Interesting extracts
“Humble Inquiry is the fine art of drawing someone out, of asking questions to which you do not already know the answer, of building a relationship based on curiosity and interest in another person. (…) When I talk to senior managers, they always assure me that they are open, that they want to hear from their subordinates, and that they take the information seriously. However, when I talk to the subordinates in those same organizations, they tell me either they do not feel safe bringing bad news to their bosses or they’ve tried but never got any response or even acknowledgment, so they concluded that their input wasn’t welcome and gave up. Shockingly often, they settled for risky alternatives rather than upset their bosses with potentially bad news.”

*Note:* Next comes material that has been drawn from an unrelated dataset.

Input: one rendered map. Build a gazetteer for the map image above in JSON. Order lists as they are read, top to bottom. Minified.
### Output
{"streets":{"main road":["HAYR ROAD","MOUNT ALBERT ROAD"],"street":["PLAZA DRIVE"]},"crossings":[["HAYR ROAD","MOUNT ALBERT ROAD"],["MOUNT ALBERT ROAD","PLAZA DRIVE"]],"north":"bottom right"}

“It is the higher-ranking leaders who must learn the art of Humble Inquiry as a first step in creating a climate of openness.”

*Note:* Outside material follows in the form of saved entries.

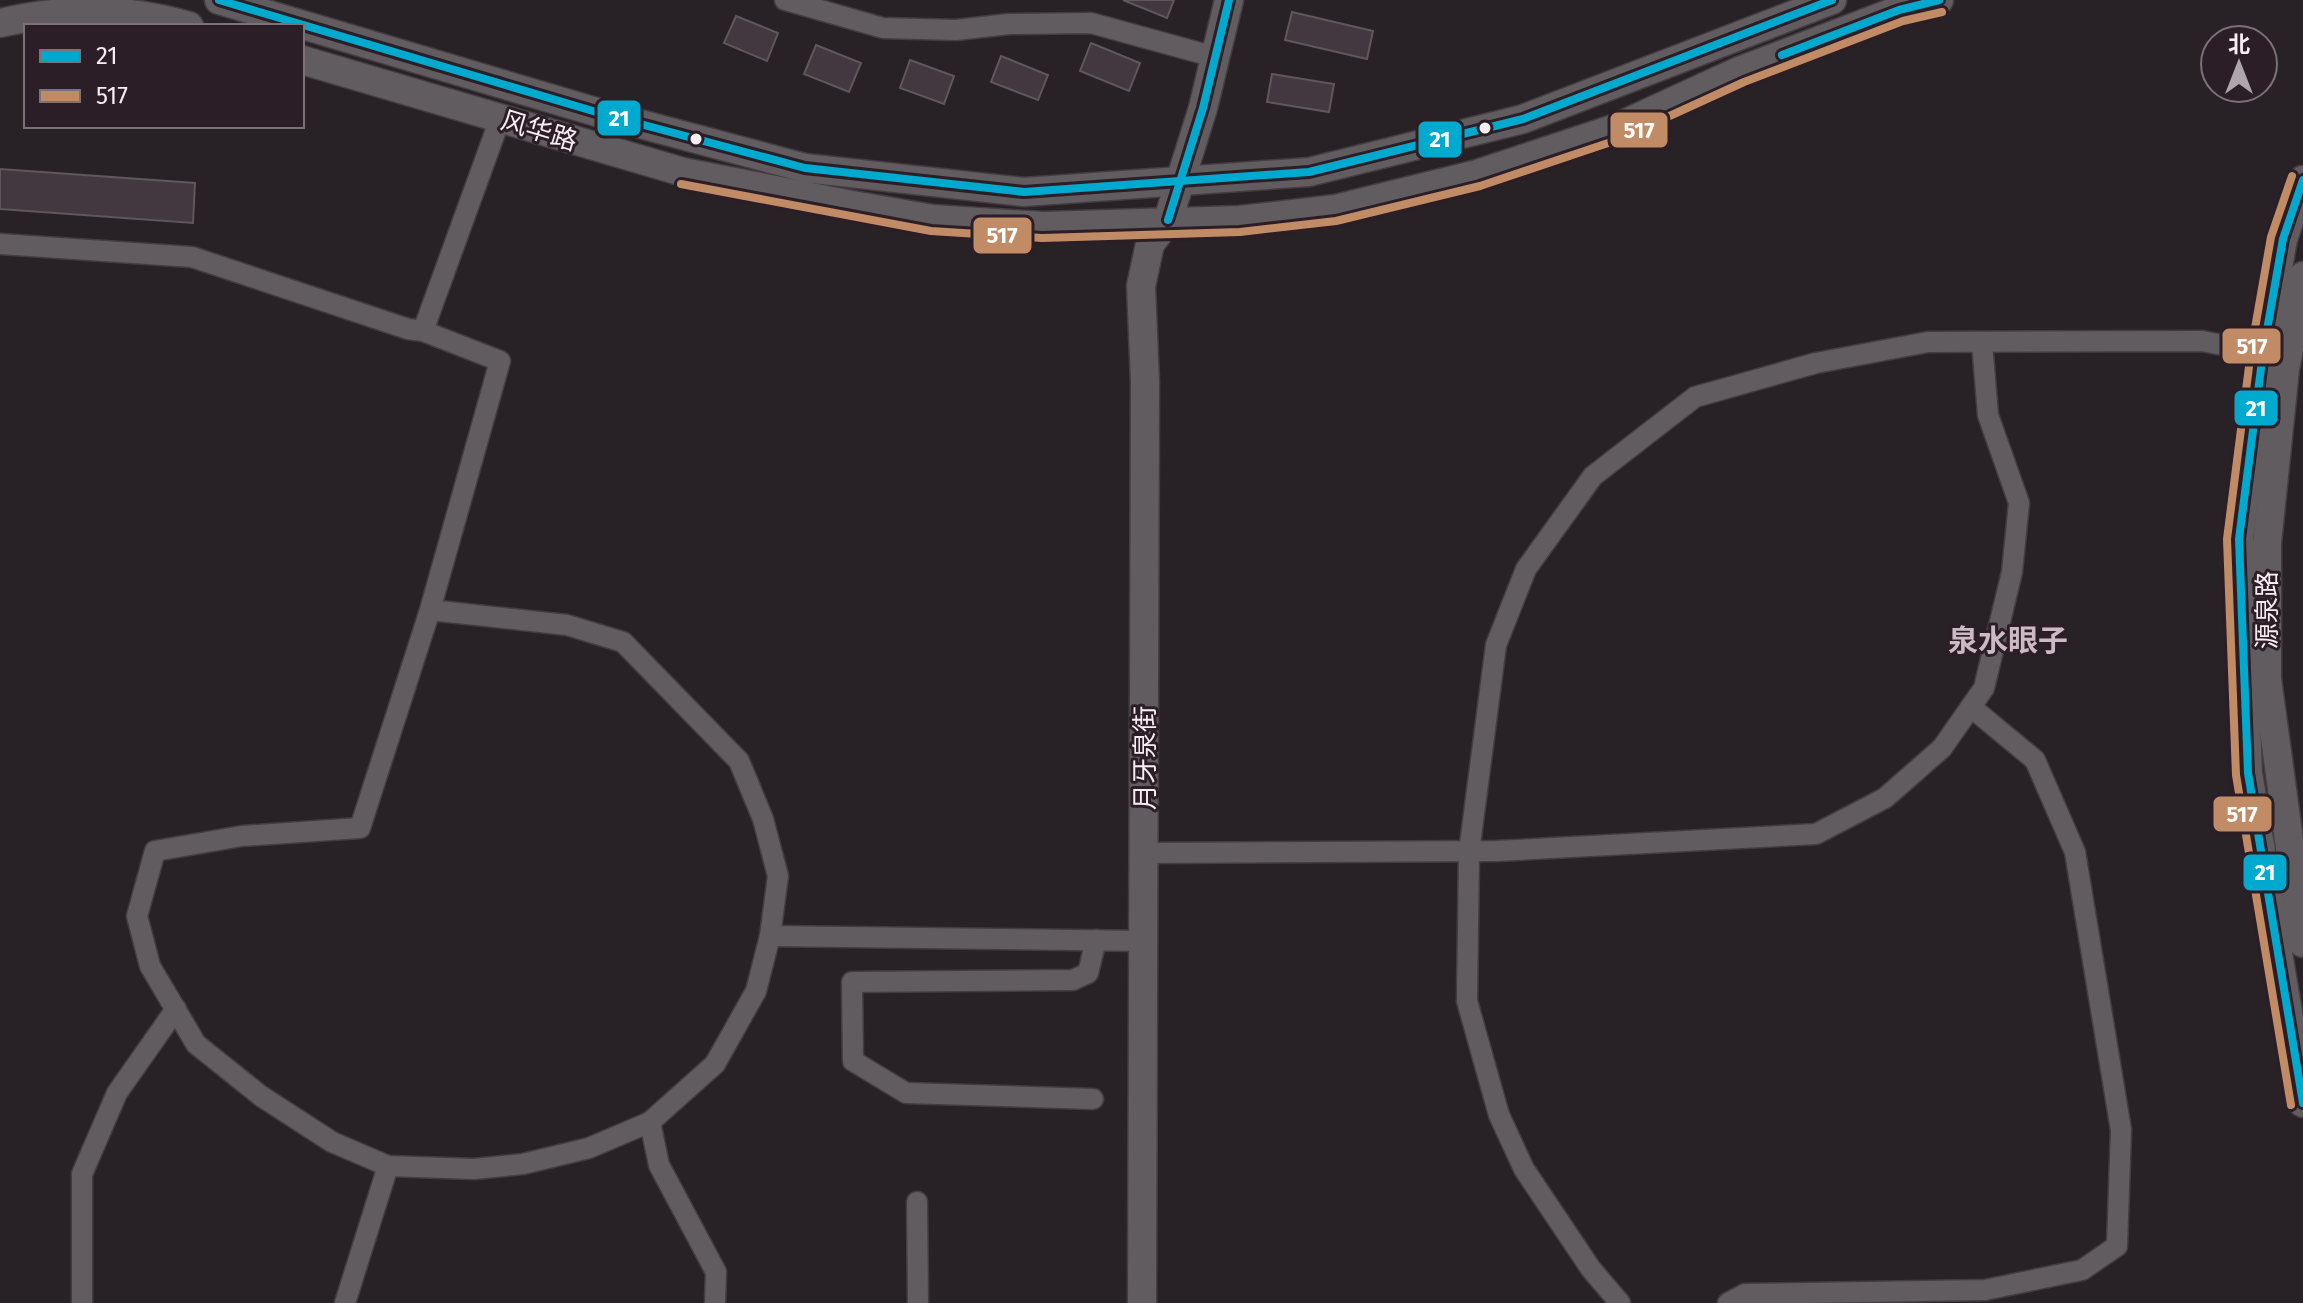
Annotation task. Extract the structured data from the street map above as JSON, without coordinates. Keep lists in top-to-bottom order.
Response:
{
  "streets": {
    "street": ["风华路", "源泉路", "月牙泉街"]
  },
  "crossings": [
    ["风华路", "月牙泉街"]
  ],
  "districts": ["泉水眼子"],
  "lines": ["transit line 21", "transit line 517"],
  "legend": ["21", "517"],
  "north": "top"
}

“Telling puts the other person down. It implies that the other person does not already know what I am telling and that the other person ought to know it.”
“Asking temporarily empowers the other person in the conversation and temporarily makes me vulnerable. It implies that the other person knows something that I need to or want to know. It draws the other person into the situation and into the driver’s seat; it enables the other person to help or hurt me and, thereby , opens the door to building a relationship.”
“Asking for examples is not only one of the most powerful ways of showing curiosity, interest and concern, but also – and even more important – it clarifies general statements.”
“Humble Inquiry is not a checklist to follow or a set of pre-written questions — it is behavior that comes out of respect, genuine curiosity, and the desire to improve the quality of the conversation by stimulating greater openness and the sharing of task-relevant information.”
“4 fundamentally different forms of inquiry
- Humble Inquiry: maximizes my curiosity and interest in the other person and minimizes bias and preconceptions about the other person.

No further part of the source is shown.